What is needed ▸ Every line with the string "linecap" must be copied from the entries below.

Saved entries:
--- START ---

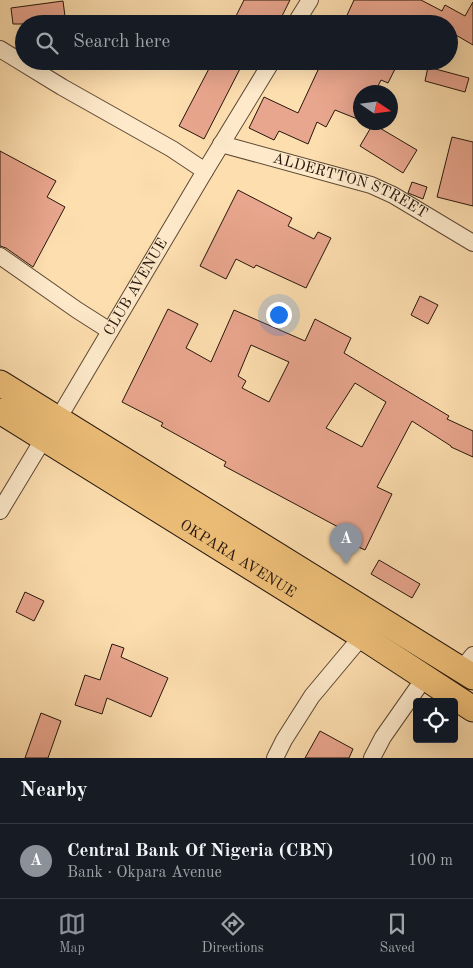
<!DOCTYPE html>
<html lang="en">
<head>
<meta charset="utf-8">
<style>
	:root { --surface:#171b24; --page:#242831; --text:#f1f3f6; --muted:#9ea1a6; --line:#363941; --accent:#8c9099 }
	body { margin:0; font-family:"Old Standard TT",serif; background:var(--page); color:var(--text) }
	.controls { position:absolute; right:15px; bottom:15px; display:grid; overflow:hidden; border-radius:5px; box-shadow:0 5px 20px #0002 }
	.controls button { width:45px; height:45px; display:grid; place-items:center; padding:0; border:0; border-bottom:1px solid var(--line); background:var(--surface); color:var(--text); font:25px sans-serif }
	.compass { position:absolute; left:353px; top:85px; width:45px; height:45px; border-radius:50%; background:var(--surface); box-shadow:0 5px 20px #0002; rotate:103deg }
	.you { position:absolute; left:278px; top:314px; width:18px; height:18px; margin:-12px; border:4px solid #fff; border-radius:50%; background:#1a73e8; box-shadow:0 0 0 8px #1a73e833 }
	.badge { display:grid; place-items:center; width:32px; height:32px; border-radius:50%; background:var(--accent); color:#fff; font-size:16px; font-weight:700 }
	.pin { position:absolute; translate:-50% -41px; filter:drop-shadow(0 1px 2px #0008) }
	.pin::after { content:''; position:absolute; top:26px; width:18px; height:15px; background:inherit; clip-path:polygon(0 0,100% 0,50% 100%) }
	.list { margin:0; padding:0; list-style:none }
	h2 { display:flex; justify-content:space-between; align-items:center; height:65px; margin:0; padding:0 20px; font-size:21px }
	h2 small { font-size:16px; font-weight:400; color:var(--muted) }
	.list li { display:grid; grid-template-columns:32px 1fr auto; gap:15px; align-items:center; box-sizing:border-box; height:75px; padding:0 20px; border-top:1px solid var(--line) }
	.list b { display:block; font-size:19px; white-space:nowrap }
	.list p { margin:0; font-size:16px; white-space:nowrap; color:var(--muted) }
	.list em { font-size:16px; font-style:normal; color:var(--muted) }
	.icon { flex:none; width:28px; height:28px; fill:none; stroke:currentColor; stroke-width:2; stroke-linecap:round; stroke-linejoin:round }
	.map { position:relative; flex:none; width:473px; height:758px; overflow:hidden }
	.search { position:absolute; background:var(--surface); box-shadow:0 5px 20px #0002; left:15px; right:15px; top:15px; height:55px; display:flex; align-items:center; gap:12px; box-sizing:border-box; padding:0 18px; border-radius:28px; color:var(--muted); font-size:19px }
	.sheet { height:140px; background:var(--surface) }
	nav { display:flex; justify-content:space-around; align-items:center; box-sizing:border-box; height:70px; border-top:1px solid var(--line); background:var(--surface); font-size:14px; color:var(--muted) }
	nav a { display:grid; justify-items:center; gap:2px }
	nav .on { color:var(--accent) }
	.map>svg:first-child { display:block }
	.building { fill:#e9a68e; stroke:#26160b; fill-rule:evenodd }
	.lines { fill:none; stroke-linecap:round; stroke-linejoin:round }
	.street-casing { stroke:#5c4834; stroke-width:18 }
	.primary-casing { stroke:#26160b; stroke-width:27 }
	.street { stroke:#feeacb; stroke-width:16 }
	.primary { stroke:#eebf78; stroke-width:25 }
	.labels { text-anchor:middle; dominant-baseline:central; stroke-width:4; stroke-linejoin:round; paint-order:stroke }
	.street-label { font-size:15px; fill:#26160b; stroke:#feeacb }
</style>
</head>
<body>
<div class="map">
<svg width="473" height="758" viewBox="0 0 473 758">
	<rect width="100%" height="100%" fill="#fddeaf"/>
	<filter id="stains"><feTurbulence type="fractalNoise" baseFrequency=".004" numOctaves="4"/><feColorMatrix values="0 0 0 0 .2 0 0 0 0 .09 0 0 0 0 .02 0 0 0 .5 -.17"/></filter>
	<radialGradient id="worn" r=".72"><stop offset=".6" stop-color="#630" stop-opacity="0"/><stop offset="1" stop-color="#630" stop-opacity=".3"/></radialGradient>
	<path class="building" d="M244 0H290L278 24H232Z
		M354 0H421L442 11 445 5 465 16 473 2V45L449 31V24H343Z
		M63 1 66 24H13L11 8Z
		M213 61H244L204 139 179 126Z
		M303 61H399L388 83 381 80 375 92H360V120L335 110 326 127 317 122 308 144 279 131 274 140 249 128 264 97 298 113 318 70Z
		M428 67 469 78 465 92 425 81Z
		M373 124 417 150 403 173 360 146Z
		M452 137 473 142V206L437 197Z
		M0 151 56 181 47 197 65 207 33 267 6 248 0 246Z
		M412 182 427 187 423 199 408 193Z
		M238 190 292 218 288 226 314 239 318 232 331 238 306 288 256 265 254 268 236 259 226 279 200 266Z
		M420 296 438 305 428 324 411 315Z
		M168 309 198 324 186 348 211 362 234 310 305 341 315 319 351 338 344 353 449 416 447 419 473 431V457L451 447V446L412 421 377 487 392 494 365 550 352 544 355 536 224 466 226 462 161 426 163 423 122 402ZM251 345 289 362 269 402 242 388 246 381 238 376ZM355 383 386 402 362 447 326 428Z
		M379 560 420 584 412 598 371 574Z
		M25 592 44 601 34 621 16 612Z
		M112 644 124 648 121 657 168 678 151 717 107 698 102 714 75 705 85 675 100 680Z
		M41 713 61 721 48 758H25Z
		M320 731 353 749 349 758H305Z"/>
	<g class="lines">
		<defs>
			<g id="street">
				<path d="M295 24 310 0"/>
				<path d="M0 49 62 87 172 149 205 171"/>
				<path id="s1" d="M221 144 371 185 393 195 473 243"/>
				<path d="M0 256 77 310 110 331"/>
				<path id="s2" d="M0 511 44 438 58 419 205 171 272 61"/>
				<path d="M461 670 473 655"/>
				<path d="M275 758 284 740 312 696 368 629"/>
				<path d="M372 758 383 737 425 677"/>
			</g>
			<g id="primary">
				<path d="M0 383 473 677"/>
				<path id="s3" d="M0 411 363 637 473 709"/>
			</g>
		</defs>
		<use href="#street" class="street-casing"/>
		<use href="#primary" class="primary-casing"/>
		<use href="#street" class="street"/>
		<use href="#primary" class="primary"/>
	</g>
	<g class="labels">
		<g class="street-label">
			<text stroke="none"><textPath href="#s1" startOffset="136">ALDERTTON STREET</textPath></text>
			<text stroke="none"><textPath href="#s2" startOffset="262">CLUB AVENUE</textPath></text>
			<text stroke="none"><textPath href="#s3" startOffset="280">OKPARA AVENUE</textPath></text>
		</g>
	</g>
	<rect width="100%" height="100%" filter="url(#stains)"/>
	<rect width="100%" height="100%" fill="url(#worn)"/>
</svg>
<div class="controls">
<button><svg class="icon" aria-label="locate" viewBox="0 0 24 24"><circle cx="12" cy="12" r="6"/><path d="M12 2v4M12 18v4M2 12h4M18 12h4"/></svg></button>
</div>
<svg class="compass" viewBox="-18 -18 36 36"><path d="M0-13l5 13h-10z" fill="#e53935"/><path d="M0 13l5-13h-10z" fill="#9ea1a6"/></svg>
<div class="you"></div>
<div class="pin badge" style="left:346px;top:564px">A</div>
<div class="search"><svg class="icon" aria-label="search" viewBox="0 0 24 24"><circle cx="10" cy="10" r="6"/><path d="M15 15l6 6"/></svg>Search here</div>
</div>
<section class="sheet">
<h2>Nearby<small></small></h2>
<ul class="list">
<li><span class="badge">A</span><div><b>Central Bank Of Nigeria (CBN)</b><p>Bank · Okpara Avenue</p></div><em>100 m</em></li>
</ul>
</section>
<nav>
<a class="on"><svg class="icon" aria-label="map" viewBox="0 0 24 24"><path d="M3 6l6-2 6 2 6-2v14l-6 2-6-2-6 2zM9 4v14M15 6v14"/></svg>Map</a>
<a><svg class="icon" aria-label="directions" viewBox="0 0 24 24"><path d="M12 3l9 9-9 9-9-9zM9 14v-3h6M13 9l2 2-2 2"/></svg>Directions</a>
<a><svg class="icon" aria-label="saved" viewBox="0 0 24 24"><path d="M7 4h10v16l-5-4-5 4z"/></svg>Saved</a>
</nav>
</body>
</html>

--- END ---

Task answer ▸
	.icon { flex:none; width:28px; height:28px; fill:none; stroke:currentColor; stroke-width:2; stroke-linecap:round; stroke-linejoin:round }
	.lines { fill:none; stroke-linecap:round; stroke-linejoin:round }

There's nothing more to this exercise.